Exercise aim
The answer should contain only the lines from the beginning of the entries through the line that holds "translate:-50% -50%; white-space:nowrap;", given again exactly, with no pictures.

####################

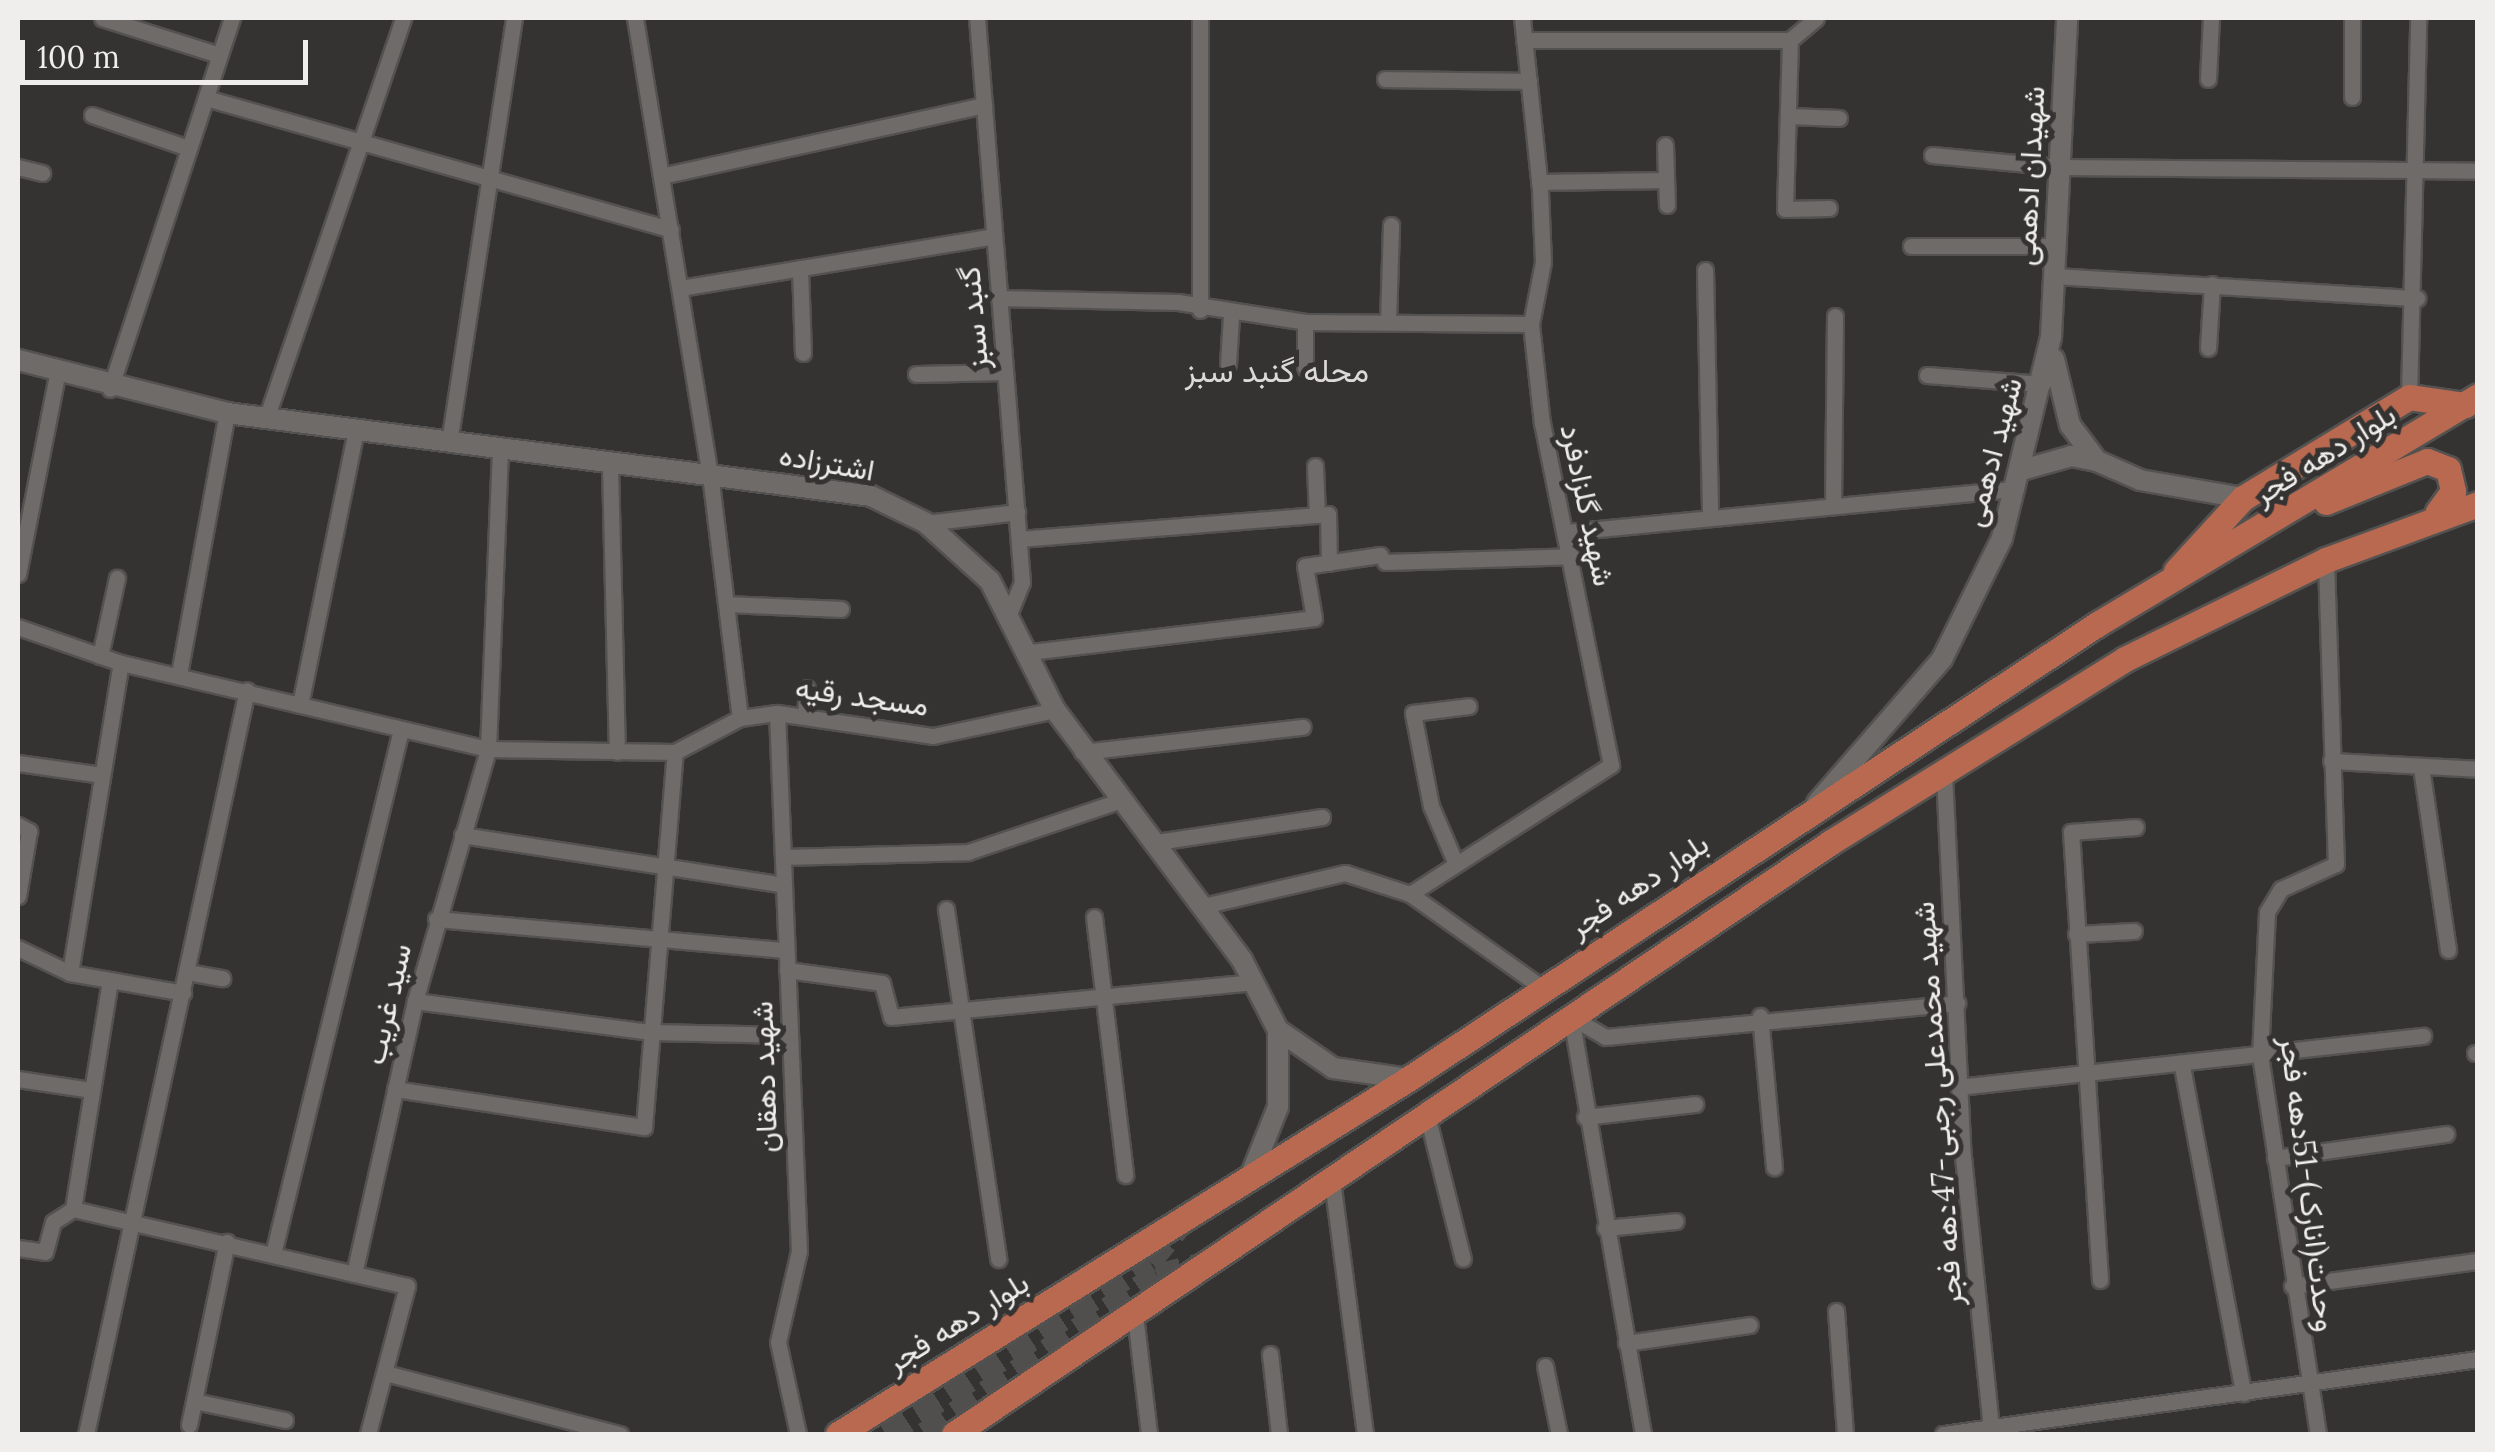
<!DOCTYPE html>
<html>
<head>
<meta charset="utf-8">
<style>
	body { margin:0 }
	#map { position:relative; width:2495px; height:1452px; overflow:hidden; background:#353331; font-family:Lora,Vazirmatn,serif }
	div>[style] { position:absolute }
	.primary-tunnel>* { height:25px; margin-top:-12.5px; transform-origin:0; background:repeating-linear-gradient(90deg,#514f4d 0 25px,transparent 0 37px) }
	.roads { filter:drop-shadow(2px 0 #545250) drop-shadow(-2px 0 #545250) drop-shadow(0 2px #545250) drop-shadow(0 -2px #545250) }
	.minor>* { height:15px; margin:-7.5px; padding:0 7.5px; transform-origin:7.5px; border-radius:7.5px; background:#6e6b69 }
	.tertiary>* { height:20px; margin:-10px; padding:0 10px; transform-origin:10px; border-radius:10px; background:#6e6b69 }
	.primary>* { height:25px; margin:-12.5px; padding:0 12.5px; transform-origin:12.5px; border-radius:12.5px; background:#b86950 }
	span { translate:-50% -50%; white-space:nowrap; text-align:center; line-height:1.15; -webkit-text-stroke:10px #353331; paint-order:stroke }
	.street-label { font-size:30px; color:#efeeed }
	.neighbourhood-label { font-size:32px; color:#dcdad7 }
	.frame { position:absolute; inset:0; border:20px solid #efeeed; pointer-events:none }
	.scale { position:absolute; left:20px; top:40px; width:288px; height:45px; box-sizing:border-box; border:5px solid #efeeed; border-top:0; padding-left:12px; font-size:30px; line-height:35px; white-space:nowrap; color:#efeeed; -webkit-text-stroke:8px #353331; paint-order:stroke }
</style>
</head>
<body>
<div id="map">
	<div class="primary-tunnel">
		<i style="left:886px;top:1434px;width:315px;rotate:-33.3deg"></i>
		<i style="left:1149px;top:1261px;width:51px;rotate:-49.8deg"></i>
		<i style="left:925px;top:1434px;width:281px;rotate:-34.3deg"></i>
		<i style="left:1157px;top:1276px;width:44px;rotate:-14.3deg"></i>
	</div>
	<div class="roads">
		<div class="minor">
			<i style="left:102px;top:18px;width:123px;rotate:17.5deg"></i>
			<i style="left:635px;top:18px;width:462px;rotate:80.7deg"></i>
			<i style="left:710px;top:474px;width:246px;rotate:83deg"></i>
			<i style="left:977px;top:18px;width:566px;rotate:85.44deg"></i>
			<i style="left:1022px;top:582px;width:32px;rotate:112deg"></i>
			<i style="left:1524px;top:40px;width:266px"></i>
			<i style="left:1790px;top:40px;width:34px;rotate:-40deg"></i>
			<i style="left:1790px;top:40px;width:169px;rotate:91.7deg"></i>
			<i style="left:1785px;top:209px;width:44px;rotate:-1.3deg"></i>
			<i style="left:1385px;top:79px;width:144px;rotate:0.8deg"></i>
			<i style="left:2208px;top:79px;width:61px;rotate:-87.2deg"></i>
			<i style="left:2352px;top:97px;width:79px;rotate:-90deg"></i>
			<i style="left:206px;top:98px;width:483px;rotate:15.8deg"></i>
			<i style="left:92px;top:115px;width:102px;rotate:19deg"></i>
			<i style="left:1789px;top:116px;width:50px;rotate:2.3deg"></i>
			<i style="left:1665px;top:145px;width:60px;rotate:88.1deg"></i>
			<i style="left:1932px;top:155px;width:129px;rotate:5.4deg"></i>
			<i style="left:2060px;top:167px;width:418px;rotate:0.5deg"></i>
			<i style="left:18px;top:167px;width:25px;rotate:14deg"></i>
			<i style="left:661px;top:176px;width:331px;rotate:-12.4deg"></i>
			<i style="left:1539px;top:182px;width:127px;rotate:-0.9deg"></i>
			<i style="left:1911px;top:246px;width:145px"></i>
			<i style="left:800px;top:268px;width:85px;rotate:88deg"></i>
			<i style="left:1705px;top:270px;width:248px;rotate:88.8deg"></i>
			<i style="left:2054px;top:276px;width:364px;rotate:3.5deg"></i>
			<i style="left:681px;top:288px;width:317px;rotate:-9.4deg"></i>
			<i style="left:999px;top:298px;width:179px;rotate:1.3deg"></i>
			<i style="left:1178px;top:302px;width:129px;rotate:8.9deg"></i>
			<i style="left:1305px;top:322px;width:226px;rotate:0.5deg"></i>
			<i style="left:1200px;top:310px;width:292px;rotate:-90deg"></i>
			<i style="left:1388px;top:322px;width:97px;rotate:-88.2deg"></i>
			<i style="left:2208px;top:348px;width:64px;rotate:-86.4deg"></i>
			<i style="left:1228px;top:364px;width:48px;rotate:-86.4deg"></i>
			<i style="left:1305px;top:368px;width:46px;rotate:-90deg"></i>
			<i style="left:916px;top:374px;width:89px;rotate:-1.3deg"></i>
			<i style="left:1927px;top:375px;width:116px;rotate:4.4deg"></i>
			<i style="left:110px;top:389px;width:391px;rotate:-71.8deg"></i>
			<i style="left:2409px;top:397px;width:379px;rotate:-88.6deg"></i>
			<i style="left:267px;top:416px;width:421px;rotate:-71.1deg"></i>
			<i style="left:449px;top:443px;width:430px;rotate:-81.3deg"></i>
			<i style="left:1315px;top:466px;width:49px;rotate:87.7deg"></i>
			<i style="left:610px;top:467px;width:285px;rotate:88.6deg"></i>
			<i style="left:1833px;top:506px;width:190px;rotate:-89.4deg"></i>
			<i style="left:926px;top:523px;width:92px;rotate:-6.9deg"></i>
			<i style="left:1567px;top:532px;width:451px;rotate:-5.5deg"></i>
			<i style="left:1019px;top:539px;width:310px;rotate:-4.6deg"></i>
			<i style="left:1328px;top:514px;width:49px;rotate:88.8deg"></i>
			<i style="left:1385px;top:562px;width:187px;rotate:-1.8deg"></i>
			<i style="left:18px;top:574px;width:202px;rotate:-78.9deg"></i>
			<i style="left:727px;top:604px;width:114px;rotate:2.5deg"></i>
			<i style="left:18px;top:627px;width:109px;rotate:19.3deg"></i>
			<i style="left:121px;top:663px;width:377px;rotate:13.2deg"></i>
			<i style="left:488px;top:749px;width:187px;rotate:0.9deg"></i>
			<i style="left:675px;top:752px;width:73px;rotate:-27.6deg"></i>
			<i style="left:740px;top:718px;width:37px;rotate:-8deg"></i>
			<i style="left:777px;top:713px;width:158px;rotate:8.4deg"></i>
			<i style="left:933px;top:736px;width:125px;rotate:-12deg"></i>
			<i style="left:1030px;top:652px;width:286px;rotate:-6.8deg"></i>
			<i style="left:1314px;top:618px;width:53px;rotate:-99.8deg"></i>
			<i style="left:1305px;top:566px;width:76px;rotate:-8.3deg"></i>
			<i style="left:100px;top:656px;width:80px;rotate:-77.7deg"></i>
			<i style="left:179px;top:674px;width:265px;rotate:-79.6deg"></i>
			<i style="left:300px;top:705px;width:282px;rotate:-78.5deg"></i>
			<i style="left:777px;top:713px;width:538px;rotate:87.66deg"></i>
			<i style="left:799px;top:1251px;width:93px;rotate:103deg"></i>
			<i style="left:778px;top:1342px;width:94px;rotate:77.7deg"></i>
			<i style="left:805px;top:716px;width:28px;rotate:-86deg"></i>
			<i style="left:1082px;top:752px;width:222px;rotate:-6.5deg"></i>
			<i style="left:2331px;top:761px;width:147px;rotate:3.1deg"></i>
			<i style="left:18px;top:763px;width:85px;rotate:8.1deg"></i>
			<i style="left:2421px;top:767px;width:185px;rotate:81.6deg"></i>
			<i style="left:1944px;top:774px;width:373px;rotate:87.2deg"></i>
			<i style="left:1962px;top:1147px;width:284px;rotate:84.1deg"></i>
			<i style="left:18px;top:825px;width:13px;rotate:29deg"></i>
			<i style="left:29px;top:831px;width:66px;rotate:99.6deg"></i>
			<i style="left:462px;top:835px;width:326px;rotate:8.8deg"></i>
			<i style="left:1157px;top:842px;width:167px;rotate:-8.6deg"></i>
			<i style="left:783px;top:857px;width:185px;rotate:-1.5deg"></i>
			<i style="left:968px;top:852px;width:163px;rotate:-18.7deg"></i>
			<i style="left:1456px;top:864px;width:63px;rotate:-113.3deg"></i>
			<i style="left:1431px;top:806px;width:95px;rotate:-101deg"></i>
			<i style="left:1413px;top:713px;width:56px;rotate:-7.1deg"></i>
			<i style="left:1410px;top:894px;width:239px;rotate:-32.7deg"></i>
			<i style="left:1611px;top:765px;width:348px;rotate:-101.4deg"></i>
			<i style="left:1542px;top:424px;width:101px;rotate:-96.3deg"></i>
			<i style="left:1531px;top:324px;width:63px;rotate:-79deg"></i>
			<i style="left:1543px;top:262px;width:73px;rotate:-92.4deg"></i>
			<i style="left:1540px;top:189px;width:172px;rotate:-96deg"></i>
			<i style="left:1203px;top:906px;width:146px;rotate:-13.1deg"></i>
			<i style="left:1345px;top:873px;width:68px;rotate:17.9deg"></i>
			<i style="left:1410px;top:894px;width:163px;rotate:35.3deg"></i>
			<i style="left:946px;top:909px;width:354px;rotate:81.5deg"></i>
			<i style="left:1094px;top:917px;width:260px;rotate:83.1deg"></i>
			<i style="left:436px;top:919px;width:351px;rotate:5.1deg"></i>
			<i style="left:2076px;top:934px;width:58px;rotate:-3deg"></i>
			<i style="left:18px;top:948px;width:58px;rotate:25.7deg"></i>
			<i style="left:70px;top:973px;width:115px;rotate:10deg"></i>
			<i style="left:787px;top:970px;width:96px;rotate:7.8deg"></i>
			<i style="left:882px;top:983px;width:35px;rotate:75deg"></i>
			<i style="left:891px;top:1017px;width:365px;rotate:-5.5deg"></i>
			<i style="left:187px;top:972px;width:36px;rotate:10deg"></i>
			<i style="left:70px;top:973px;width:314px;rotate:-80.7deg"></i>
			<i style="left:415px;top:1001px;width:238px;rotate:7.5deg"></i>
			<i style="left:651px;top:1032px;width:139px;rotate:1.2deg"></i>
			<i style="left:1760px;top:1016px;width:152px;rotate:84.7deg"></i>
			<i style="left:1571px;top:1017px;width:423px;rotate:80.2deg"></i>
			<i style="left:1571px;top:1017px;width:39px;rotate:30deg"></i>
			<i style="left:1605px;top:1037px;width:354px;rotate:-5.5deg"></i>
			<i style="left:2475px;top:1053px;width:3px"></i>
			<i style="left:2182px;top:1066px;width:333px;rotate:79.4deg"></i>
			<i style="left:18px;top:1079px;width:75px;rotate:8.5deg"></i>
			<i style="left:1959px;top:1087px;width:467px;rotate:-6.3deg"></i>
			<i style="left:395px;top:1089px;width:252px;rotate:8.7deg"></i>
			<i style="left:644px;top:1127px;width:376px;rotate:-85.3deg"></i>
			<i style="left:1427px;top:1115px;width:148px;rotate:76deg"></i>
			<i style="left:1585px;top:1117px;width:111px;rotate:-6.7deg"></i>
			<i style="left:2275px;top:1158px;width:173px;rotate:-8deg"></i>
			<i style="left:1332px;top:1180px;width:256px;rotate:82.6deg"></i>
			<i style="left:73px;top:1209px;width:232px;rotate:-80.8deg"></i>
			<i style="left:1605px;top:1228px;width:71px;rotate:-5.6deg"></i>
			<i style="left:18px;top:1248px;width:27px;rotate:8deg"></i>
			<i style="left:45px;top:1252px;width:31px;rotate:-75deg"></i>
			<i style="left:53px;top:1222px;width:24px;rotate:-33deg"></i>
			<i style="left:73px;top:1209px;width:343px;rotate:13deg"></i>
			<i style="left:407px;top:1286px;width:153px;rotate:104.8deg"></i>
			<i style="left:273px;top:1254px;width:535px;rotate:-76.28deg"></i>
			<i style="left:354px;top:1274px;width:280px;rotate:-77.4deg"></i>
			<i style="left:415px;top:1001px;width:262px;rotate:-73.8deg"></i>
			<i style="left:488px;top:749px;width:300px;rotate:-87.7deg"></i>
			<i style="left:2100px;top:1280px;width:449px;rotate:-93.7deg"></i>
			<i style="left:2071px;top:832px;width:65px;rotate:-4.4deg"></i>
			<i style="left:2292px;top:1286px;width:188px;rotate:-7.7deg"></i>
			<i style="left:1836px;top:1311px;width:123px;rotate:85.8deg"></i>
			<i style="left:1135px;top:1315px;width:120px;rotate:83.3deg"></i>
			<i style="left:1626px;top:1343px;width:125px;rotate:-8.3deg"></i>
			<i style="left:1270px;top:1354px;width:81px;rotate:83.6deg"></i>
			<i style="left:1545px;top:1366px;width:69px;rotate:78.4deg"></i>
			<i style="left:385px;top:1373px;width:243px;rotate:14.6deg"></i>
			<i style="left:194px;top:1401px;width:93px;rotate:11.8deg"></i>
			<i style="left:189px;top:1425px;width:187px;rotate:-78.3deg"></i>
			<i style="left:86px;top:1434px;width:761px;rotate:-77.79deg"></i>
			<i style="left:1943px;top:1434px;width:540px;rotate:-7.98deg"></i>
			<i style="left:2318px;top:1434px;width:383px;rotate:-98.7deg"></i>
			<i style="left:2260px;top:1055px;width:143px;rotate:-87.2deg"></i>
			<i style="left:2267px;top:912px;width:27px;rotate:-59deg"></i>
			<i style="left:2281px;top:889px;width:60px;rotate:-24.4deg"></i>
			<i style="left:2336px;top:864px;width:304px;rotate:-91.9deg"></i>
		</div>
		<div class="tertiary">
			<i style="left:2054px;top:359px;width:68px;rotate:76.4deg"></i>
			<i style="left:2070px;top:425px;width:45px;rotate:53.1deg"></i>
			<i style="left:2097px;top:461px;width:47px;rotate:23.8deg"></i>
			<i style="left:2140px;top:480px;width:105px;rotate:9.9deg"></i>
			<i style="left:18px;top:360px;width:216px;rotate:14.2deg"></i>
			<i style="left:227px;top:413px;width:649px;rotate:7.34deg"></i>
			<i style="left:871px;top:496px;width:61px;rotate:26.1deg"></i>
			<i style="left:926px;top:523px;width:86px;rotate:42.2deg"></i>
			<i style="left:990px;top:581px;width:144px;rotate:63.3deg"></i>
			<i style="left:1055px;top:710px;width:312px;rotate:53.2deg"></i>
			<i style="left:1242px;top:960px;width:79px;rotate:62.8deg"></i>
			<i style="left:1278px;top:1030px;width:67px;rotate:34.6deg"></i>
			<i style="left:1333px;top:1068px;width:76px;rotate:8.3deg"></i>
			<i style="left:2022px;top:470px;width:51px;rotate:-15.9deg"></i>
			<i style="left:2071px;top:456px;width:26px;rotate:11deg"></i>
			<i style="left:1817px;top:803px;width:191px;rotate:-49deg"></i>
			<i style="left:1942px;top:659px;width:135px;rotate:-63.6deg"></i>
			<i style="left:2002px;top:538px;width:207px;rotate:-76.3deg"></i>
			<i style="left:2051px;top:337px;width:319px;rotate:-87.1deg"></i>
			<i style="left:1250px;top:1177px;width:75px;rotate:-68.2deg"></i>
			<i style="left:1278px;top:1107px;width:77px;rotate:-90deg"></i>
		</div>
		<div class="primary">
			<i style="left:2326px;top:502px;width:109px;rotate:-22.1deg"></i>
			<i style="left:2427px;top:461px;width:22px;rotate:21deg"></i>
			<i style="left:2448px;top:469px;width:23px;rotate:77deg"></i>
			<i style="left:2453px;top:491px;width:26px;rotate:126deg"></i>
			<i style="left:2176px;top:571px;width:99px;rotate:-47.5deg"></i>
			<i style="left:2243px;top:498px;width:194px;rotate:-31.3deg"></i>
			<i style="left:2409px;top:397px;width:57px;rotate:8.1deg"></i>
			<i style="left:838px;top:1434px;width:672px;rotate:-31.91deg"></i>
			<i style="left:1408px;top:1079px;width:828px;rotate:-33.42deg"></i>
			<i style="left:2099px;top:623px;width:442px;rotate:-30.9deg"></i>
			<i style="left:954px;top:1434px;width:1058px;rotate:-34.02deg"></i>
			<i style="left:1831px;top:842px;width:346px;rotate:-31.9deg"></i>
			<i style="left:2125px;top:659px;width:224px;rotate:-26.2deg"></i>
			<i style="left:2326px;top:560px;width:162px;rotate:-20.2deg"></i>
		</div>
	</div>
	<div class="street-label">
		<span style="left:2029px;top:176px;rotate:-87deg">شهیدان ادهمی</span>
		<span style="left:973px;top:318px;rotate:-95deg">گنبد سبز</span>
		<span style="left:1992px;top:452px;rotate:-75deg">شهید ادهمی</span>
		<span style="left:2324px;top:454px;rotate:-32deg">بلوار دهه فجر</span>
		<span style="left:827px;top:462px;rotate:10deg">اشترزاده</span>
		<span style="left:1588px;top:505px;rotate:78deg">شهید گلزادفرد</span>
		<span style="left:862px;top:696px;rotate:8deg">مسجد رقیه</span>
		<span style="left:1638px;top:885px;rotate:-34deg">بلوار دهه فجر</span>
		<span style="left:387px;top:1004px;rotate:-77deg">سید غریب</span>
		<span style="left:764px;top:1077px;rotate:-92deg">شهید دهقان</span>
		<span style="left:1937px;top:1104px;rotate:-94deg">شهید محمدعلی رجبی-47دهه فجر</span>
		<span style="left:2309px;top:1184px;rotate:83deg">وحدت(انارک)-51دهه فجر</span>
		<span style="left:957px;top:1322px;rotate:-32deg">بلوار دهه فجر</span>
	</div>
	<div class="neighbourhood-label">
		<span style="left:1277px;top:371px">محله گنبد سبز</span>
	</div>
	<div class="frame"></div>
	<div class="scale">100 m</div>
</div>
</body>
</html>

####################

Exercise response
<!DOCTYPE html>
<html>
<head>
<meta charset="utf-8">
<style>
	body { margin:0 }
	#map { position:relative; width:2495px; height:1452px; overflow:hidden; background:#353331; font-family:Lora,Vazirmatn,serif }
	div>[style] { position:absolute }
	.primary-tunnel>* { height:25px; margin-top:-12.5px; transform-origin:0; background:repeating-linear-gradient(90deg,#514f4d 0 25px,transparent 0 37px) }
	.roads { filter:drop-shadow(2px 0 #545250) drop-shadow(-2px 0 #545250) drop-shadow(0 2px #545250) drop-shadow(0 -2px #545250) }
	.minor>* { height:15px; margin:-7.5px; padding:0 7.5px; transform-origin:7.5px; border-radius:7.5px; background:#6e6b69 }
	.tertiary>* { height:20px; margin:-10px; padding:0 10px; transform-origin:10px; border-radius:10px; background:#6e6b69 }
	.primary>* { height:25px; margin:-12.5px; padding:0 12.5px; transform-origin:12.5px; border-radius:12.5px; background:#b86950 }
	span { translate:-50% -50%; white-space:nowrap; text-align:center; line-height:1.15; -webkit-text-stroke:10px #353331; paint-order:stroke }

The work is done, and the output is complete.